As the time stretched, Dawn stopped worrying about Angel staying and started to worry about him leaving. Not that she really wanted him around — one quasi-parental figure was enough, thank you very much, and she kind of missed hanging out with Spike, something she hadn’t yet attempted with Angel hovering — but she didn’t know what it would do to Buffy when he left for good.
Dawn could tell Buffy was getting used to him. He remembered to take out the trash. He cooked — like really, really well, especially for a vampire. He gave Buffy the peace of mind to leave the house without worrying so much about Glory.
And Dawn thought that maybe it was too much. That maybe Angel was like the bandage that stopped the bleeding but got stuck to the wound, so when you finally ripped it off, the scab came too.
She caught them kissing one night.
Dawn knew, without anyone actually telling her, that they weren’t supposed to. That was the deal. Angel could stick around as long as there was no hanky-panky. It was like Buffy’s senior year all over again.
Dawn went down to the kitchen that night when she heard their voices, knowing Angel must’ve come in from his turn at patrol. She knew they traded off so she never had to be alone after dark. But that still didn’t mean she could sleep. Not when her nights were still mostly filled with the crying that she saved up during the day, when she was surrounded by the prying eyes of Kirsty and her minions. They’d all been nice for a day or two when she got back to school, but now she felt like an even bigger freak. Other than a few friends, people mostly avoided her — as if Dead Mom was a disease you could catch.

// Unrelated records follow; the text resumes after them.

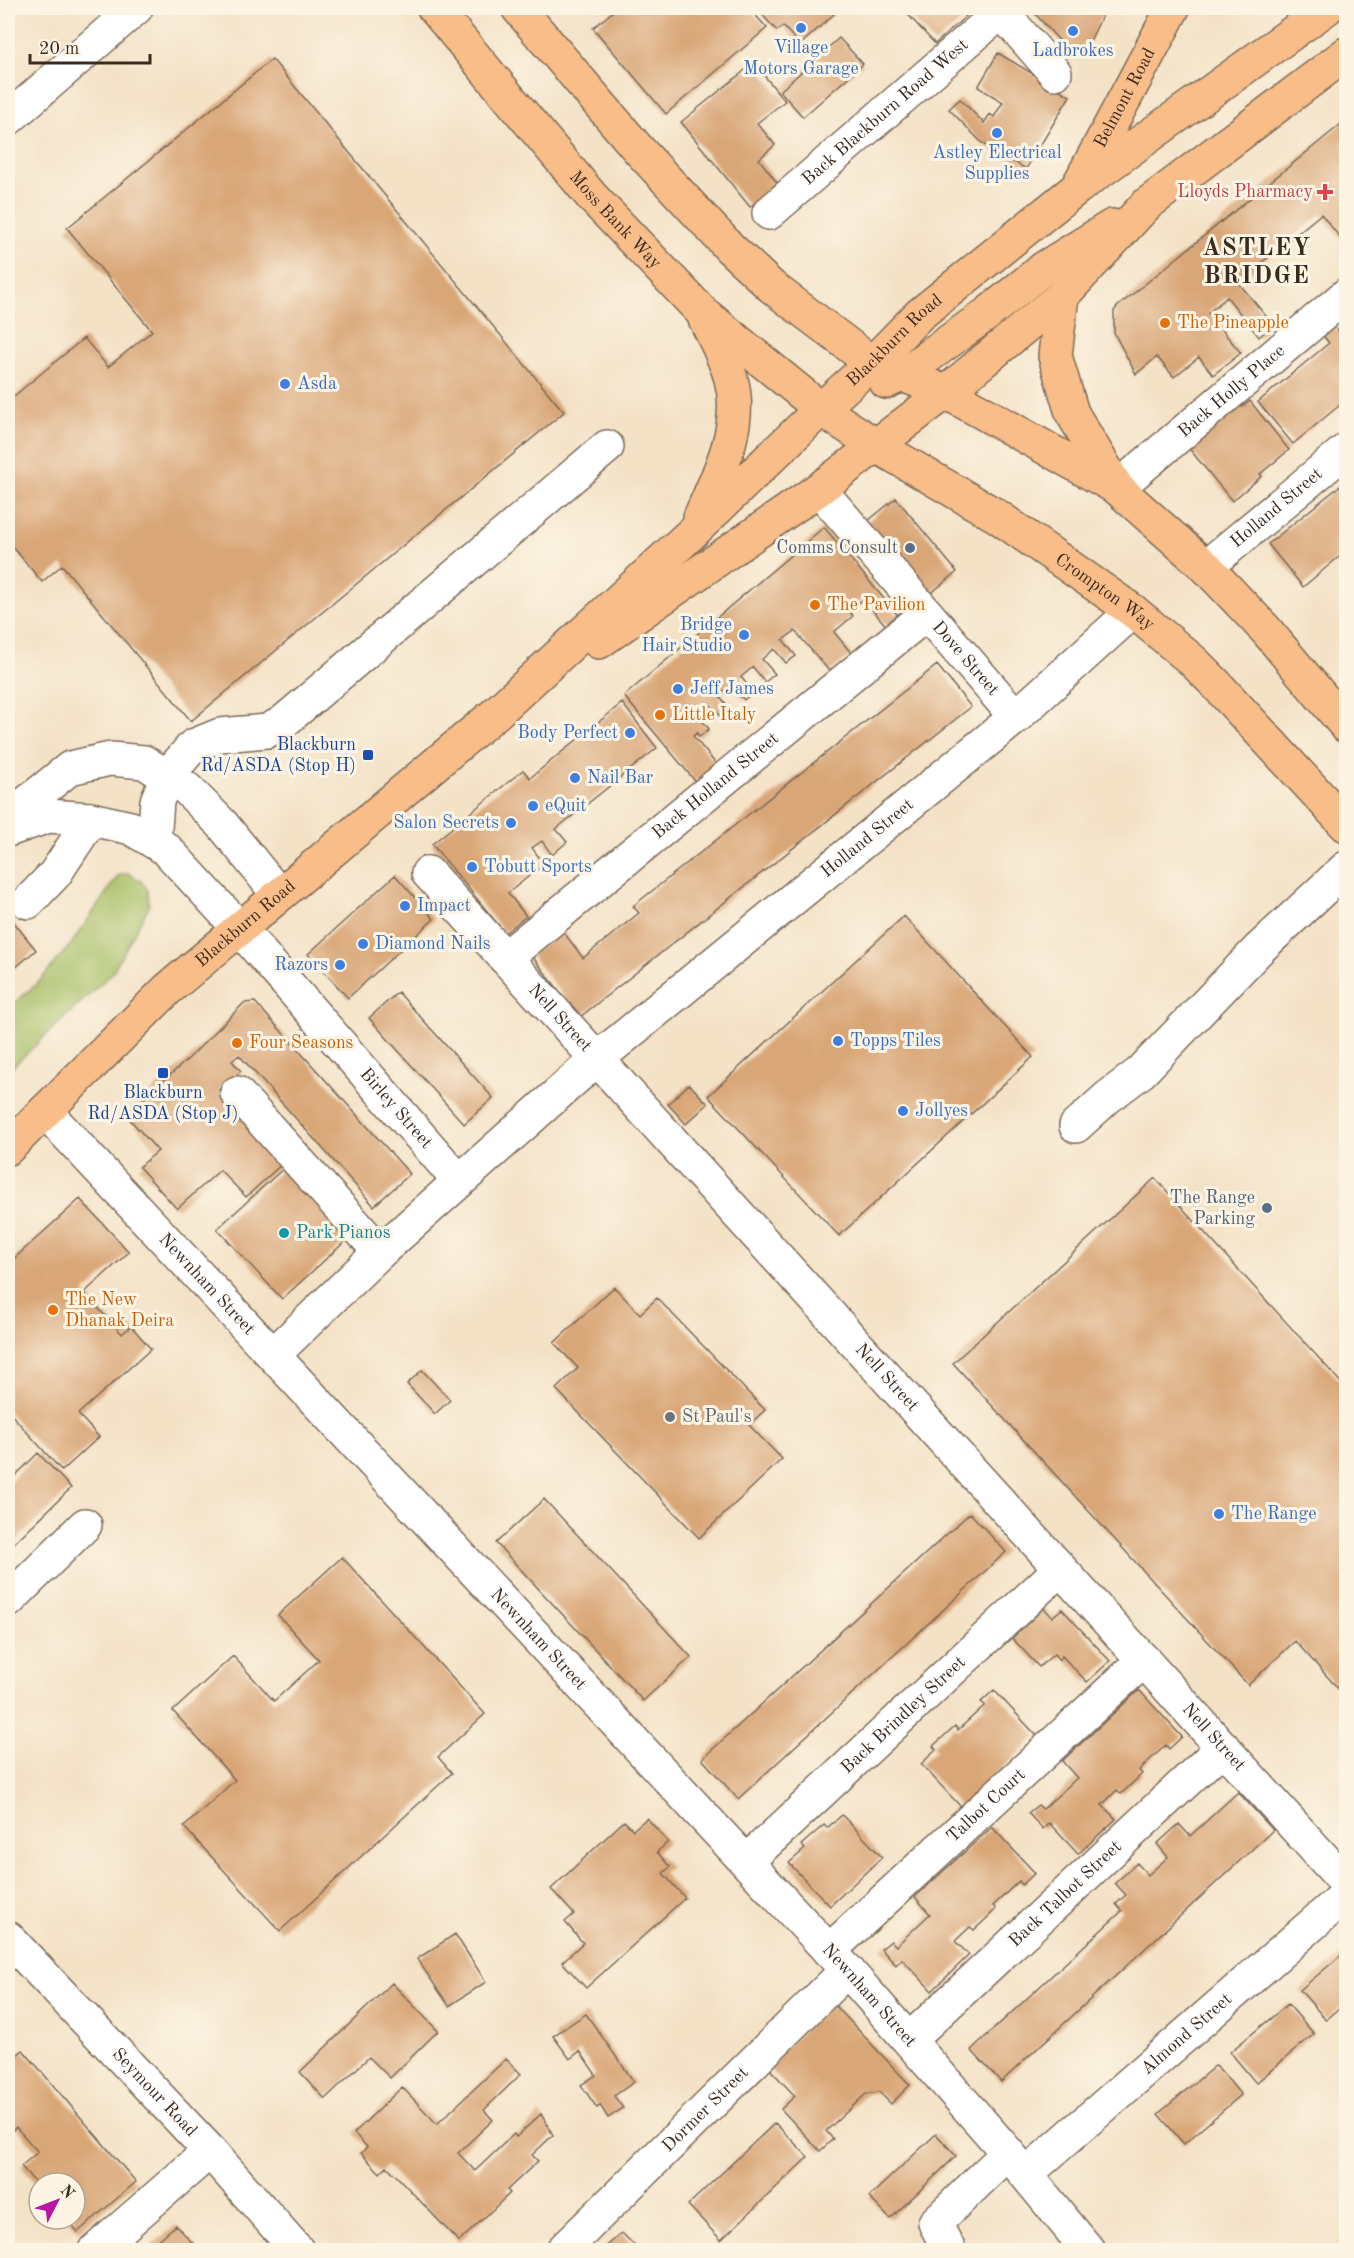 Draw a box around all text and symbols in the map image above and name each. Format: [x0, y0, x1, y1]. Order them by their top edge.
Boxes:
marker: Village Motors Garage [794, 21, 808, 35]
marker: Ladbrokes [1066, 24, 1080, 38]
scale bar [30, 27, 150, 65]
street label: Back Blackburn Road West [799, 36, 972, 189]
place label: Village Motors Garage [743, 39, 859, 78]
text: 20 m [39, 40, 79, 58]
place label: Ladbrokes [1032, 42, 1114, 60]
street label: Belmont Road [1091, 45, 1159, 151]
marker: Astley Electrical Supplies [990, 126, 1004, 140]
place label: Astley Electrical Supplies [932, 144, 1062, 183]
street label: Moss Bank Way [566, 168, 665, 273]
place label: Lloyds Pharmacy [1177, 183, 1313, 201]
marker: Lloyds Pharmacy [1318, 185, 1332, 199]
district label: ASTLEY BRIDGE [1202, 237, 1312, 289]
street label: Blackburn Road [844, 291, 946, 390]
place label: The Pineapple [1177, 314, 1289, 332]
marker: The Pineapple [1158, 316, 1172, 330]
street label: Back Holly Place [1175, 342, 1288, 441]
place label: Asda [297, 375, 337, 393]
marker: Asda [278, 377, 292, 391]
street label: Holland Street [1227, 465, 1326, 551]
place label: Comms Consult [776, 539, 898, 557]
marker: Comms Consult [903, 541, 917, 555]
street label: Crompton Way [1052, 550, 1158, 634]
place label: The Pavilion [827, 596, 926, 614]
marker: The Pavilion [808, 598, 822, 612]
place label: Bridge Hair Studio [641, 616, 732, 655]
street label: Dove Street [929, 618, 1002, 699]
marker: Bridge Hair Studio [737, 628, 751, 642]
place label: Jeff James [690, 680, 774, 698]
marker: Jeff James [671, 682, 685, 696]
place label: Little Italy [672, 706, 757, 724]
marker: Little Italy [653, 708, 667, 722]
place label: Body Perfect [517, 724, 618, 742]
marker: Body Perfect [623, 726, 637, 740]
street label: Back Holland Street [649, 729, 782, 843]
place label: Blackburn Rd/ASDA (Stop H) [201, 736, 356, 775]
marker: Blackburn Rd/ASDA (Stop H) [361, 748, 375, 762]
place label: Nail Bar [587, 769, 654, 787]
marker: Nail Bar [568, 771, 582, 785]
street label: Holland Street [818, 795, 917, 881]
place label: eQuit [545, 797, 587, 815]
marker: eQuit [526, 799, 540, 813]
place label: Salon Secrets [393, 814, 499, 832]
marker: Salon Secrets [504, 816, 518, 830]
place label: Tobutt Sports [484, 858, 592, 876]
marker: Tobutt Sports [465, 860, 479, 874]
street label: Blackburn Road [192, 877, 299, 971]
place label: Impact [417, 897, 471, 915]
marker: Impact [398, 899, 412, 913]
place label: Diamond Nails [375, 935, 491, 953]
marker: Diamond Nails [356, 937, 370, 951]
place label: Razors [274, 956, 328, 974]
marker: Razors [333, 958, 347, 972]
street label: Nell Street [525, 981, 595, 1055]
place label: Topps Tiles [850, 1032, 941, 1050]
place label: Four Seasons [249, 1034, 354, 1052]
marker: Topps Tiles [831, 1034, 845, 1048]
marker: Four Seasons [230, 1036, 244, 1050]
street label: Birley Street [356, 1065, 436, 1152]
marker: Blackburn Rd/ASDA (Stop J) [156, 1066, 170, 1080]
place label: Blackburn Rd/ASDA (Stop J) [88, 1084, 238, 1123]
place label: Jollyes [915, 1102, 968, 1120]
marker: Jollyes [896, 1104, 910, 1118]
place label: The Range Parking [1170, 1189, 1255, 1228]
marker: The Range Parking [1260, 1201, 1274, 1215]
place label: Park Pianos [296, 1224, 391, 1242]
marker: Park Pianos [277, 1226, 291, 1240]
street label: Newnham Street [155, 1230, 258, 1338]
place label: The New Dhanak Deira [65, 1291, 174, 1330]
marker: The New Dhanak Deira [46, 1303, 60, 1317]
street label: Nell Street [852, 1340, 922, 1415]
place label: St Paul's [682, 1408, 752, 1426]
marker: St Paul's [663, 1410, 677, 1424]
place label: The Range [1231, 1505, 1316, 1523]
marker: The Range [1212, 1507, 1226, 1521]
street label: Newnham Street [487, 1585, 590, 1694]
street label: Back Brindley Street [838, 1653, 969, 1777]
street label: Nell Street [1178, 1700, 1249, 1775]
street label: Talbot Court [944, 1765, 1029, 1846]
street label: Back Talbot Street [1006, 1837, 1125, 1951]
street label: Newnham Street [819, 1940, 920, 2051]
street label: Almond Street [1138, 1990, 1235, 2078]
street label: Seymour Road [109, 2045, 200, 2140]
street label: Dormer Street [659, 2063, 752, 2156]
north arrow [27, 2171, 87, 2231]
text: N [57, 2182, 77, 2203]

Dawn wiped at her face as she padded down the stairs. She took a few steps through the dining room and stopped short when she saw Angel was shirtless. He had white gauze taped to his ribs and it was clear that Buffy had been patching him up. The two of them were grinning at each other like idiots, like there was something adorable about getting slashed in the ribs on patrol, and Dawn rolled her eyes.
But then she watched as their smiles faded, and Buffy leaned into Angel like she was pulled by gravity, and they were kissing. Really kissing. Heat burned Dawn’s cheeks and she looked away quickly, letting out a little "oh" of surprise.

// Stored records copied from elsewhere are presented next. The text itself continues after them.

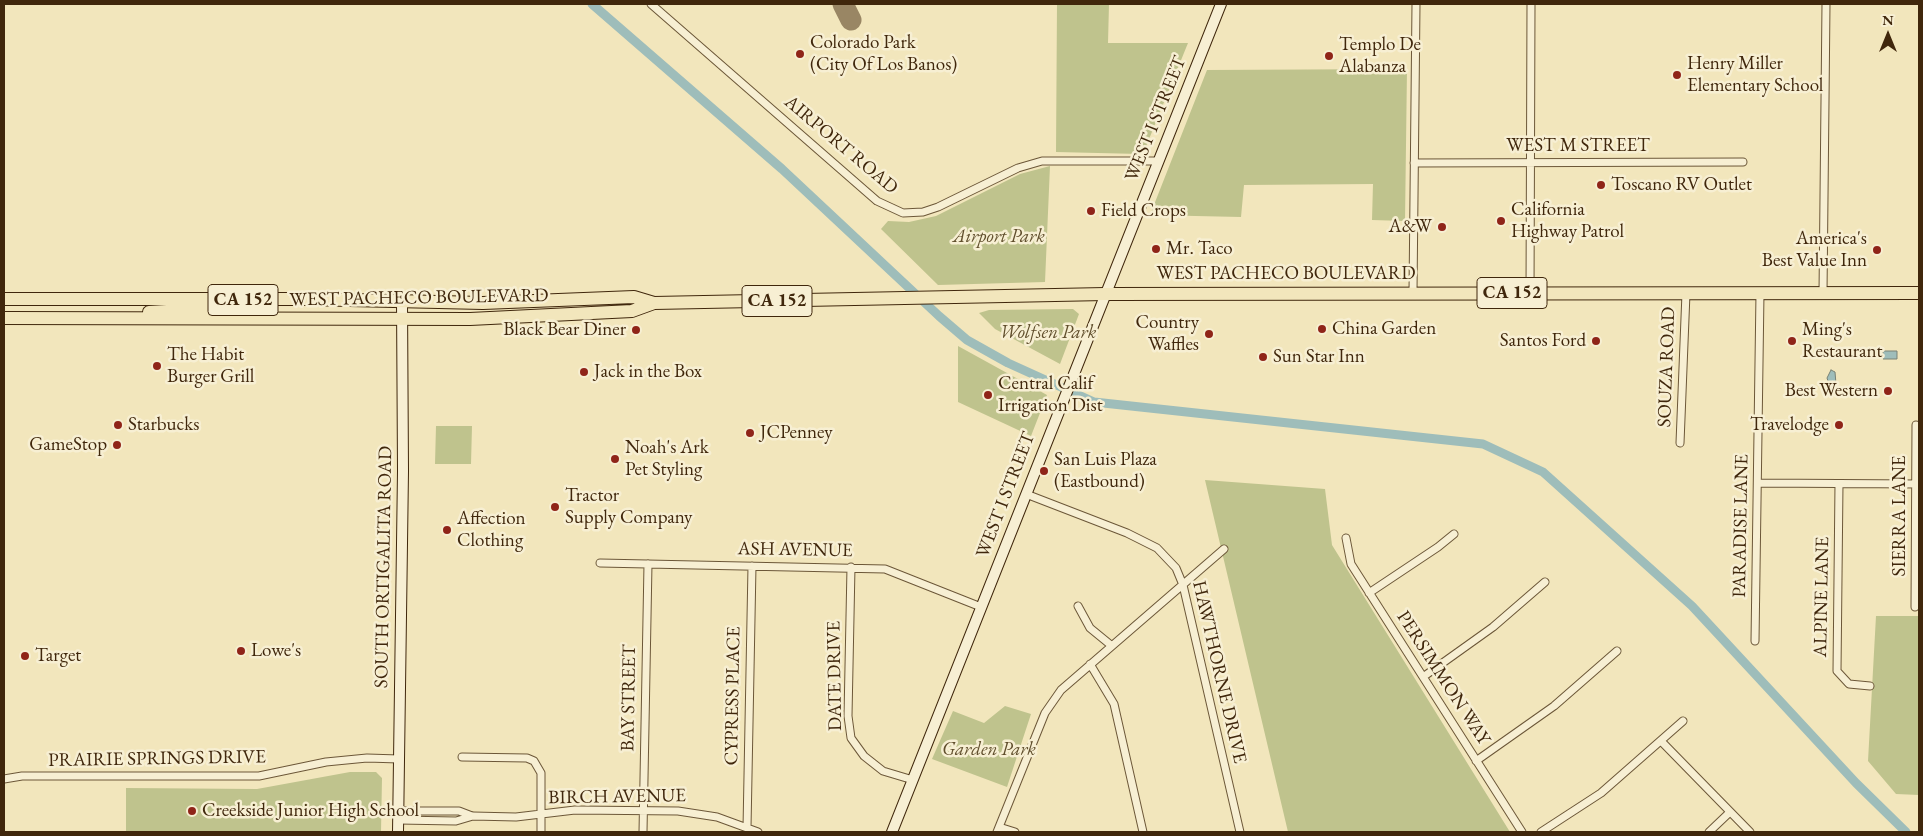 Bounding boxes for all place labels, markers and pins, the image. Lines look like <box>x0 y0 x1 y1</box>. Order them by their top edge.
place label: Colorado Park (City Of Los Banos) <box>810 32 957 76</box>
place label: Templo De Alabanza <box>1339 34 1421 78</box>
marker: Colorado Park (City Of Los Banos) <box>794 48 806 60</box>
marker: Templo De Alabanza <box>1323 50 1335 62</box>
place label: Henry Miller Elementary School <box>1687 53 1823 97</box>
marker: Henry Miller Elementary School <box>1671 69 1683 81</box>
place label: Toscano RV Outlet <box>1611 174 1752 196</box>
marker: Toscano RV Outlet <box>1595 179 1607 191</box>
place label: California Highway Patrol <box>1511 199 1624 243</box>
place label: Field Crops <box>1101 200 1186 222</box>
marker: Field Crops <box>1085 205 1097 217</box>
marker: California Highway Patrol <box>1495 215 1507 227</box>
place label: A&W <box>1389 216 1432 238</box>
marker: A&W <box>1436 221 1448 233</box>
place label: America's Best Value Inn <box>1762 228 1867 272</box>
place label: Mr. Taco <box>1166 238 1233 260</box>
marker: Mr. Taco <box>1150 243 1162 255</box>
marker: America's Best Value Inn <box>1871 244 1883 256</box>
place label: Country Waffles <box>1135 312 1199 356</box>
place label: China Garden <box>1332 318 1436 340</box>
place label: Black Bear Diner <box>503 319 626 341</box>
place label: Ming's Restaurant <box>1802 319 1883 363</box>
marker: China Garden <box>1316 323 1328 335</box>
marker: Black Bear Diner <box>630 324 642 336</box>
marker: Country Waffles <box>1203 328 1215 340</box>
place label: Santos Ford <box>1500 330 1586 352</box>
marker: Santos Ford <box>1590 335 1602 347</box>
marker: Ming's Restaurant <box>1786 335 1798 347</box>
place label: The Habit Burger Grill <box>167 344 254 388</box>
place label: Sun Star Inn <box>1273 346 1365 368</box>
marker: Sun Star Inn <box>1257 351 1269 363</box>
marker: The Habit Burger Grill <box>151 360 163 372</box>
place label: Jack in the Box <box>594 361 702 383</box>
marker: Jack in the Box <box>578 366 590 378</box>
place label: Central Calif Irrigation Dist <box>998 373 1103 417</box>
place label: Best Western <box>1785 380 1878 402</box>
marker: Best Western <box>1882 385 1894 397</box>
marker: Central Calif Irrigation Dist <box>982 389 994 401</box>
place label: Starbucks <box>128 414 199 436</box>
place label: Travelodge <box>1750 414 1829 436</box>
marker: Starbucks <box>112 419 124 431</box>
marker: Travelodge <box>1833 419 1845 431</box>
place label: JCPenney <box>760 422 833 444</box>
marker: JCPenney <box>744 427 756 439</box>
place label: GameStop <box>29 434 107 456</box>
place label: Noah's Ark Pet Styling <box>625 437 709 481</box>
marker: GameStop <box>111 439 123 451</box>
place label: San Luis Plaza (Eastbound) <box>1054 449 1157 493</box>
marker: Noah's Ark Pet Styling <box>609 453 621 465</box>
marker: San Luis Plaza (Eastbound) <box>1038 465 1050 477</box>
place label: Tractor Supply Company <box>565 485 692 529</box>
marker: Tractor Supply Company <box>549 501 561 513</box>
place label: Affection Clothing <box>457 508 526 552</box>
marker: Affection Clothing <box>441 524 453 536</box>
place label: Lowe's <box>251 640 301 662</box>
place label: Target <box>35 645 81 667</box>
marker: Lowe's <box>235 645 247 657</box>
marker: Target <box>19 650 31 662</box>
place label: Creekside Junior High School <box>202 800 419 822</box>
marker: Creekside Junior High School <box>186 805 198 817</box>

"Dawn!" Buffy said, and her voice sounded just like the time Dawn had caught Buffy raiding her Halloween candy stash when she was 7.
Dawn raised her eyebrows and crossed her arms over her chest, waiting. This had better be good.
“Angel was just…” — Buffy’s serious expression melted — “helping me with my history,” she finished. Her eyes were suddenly watery, but she laughed loudly when the words were out of her mouth, the first real laugh Dawn had heard from her since…
Angel chuckled too, and somehow his shirt was already back on without Dawn noticing any movement. “First year community college, right?” he asked. That just made Buffy laugh harder.
Dawn shook her head at them and their private joke and headed back upstairs. She pulled the covers up to her chin and waited. Sometime soon, the other shoe was going to drop. It always did. But listening to them laugh wasn’t the worst way to fall asleep.
It couldn’t last forever. But it was better for now.
And maybe that was the whole point.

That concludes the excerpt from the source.